▶ Instructions to follow:
If a line in the data holds "from", copy that line out in full.

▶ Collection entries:

——

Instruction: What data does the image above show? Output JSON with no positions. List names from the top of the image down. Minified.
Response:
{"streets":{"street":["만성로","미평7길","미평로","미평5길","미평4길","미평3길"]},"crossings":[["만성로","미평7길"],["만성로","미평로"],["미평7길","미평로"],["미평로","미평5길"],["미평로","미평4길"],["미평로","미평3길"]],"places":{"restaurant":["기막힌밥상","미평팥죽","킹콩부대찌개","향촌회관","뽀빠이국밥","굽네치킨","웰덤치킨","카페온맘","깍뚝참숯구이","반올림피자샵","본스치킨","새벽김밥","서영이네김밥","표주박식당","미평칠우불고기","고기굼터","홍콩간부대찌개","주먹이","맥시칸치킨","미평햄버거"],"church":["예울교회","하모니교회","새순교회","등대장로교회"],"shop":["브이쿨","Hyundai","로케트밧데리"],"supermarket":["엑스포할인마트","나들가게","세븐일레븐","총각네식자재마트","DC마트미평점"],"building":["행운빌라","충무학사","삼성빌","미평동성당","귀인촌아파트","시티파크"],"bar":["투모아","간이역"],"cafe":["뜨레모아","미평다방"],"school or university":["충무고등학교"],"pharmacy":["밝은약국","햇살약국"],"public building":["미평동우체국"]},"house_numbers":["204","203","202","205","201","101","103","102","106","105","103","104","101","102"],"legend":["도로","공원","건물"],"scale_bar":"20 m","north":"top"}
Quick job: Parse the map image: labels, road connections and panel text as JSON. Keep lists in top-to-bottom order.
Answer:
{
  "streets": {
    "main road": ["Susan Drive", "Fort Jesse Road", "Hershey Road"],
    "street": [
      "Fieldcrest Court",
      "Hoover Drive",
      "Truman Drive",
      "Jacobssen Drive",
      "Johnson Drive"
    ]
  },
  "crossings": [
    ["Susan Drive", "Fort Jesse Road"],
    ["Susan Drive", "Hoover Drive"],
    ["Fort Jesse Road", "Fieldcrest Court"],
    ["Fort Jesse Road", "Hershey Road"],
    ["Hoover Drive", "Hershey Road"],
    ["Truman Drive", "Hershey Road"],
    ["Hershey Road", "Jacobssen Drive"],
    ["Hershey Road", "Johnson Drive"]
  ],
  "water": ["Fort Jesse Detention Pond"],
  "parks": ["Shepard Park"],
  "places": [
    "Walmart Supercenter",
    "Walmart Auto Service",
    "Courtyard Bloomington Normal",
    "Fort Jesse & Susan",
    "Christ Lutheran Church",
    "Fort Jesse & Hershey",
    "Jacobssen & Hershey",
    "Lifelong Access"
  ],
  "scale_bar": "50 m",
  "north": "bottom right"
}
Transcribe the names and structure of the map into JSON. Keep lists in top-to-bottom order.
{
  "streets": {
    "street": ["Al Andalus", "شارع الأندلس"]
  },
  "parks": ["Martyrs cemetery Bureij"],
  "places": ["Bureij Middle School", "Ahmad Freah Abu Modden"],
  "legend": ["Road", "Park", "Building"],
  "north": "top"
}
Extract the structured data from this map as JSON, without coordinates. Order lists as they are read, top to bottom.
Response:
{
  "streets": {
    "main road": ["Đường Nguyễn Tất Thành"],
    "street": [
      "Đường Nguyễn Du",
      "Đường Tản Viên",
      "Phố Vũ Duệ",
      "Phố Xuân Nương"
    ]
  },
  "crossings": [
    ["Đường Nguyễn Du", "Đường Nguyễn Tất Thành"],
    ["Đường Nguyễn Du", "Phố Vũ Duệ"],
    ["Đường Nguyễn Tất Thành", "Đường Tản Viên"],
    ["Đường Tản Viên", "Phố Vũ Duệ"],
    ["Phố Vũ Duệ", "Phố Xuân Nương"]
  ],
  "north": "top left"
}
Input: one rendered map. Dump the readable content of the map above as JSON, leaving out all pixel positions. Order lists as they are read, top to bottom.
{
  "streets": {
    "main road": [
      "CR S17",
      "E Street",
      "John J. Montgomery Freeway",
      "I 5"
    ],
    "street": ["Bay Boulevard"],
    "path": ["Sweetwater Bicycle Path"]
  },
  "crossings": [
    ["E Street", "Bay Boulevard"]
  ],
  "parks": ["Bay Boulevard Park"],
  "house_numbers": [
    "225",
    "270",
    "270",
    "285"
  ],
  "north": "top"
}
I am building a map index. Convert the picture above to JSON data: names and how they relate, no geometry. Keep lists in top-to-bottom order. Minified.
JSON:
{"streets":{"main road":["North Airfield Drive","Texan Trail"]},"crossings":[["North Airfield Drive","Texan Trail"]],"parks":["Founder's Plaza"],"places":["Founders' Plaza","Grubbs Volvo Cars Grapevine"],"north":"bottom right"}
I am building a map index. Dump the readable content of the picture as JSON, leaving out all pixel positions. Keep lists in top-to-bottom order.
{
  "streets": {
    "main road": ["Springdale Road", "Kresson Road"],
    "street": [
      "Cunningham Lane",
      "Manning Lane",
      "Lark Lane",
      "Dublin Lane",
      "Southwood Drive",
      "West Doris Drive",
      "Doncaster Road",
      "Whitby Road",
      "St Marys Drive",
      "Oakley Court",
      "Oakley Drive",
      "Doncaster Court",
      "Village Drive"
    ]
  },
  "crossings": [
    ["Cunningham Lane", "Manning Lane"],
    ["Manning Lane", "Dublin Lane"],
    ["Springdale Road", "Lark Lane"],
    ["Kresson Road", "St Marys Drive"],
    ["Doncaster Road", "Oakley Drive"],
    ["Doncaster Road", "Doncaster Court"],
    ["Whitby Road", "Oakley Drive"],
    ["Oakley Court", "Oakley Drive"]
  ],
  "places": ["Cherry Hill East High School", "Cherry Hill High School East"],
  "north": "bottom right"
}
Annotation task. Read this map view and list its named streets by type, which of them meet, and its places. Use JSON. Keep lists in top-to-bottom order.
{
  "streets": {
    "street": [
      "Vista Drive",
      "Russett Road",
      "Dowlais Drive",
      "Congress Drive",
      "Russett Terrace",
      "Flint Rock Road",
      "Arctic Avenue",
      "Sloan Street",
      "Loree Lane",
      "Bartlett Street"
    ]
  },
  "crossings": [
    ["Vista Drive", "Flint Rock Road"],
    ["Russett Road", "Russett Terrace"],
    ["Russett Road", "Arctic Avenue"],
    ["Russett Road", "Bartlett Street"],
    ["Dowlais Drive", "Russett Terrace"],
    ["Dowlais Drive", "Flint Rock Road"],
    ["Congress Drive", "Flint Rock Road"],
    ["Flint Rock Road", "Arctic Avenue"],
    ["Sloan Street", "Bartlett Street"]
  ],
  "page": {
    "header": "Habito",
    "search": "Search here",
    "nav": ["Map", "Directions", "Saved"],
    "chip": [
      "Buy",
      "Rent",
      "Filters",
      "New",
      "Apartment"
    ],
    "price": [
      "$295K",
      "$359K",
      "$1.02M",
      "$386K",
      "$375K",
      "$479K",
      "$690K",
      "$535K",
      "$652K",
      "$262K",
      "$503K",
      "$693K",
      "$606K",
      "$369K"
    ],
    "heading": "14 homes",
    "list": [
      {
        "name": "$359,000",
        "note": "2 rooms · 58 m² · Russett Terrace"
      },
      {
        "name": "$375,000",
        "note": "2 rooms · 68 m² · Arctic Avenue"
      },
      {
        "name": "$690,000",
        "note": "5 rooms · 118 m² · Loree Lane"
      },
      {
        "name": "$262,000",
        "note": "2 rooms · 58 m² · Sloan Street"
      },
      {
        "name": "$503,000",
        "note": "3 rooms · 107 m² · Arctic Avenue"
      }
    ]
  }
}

——

▶ Solution to this task:
Instruction: What data does the image above show? Output JSON with no positions. List names from the top of the image down. Minified.
Extract the structured data from this map as JSON, without coordinates. Order lists as they are read, top to bottom.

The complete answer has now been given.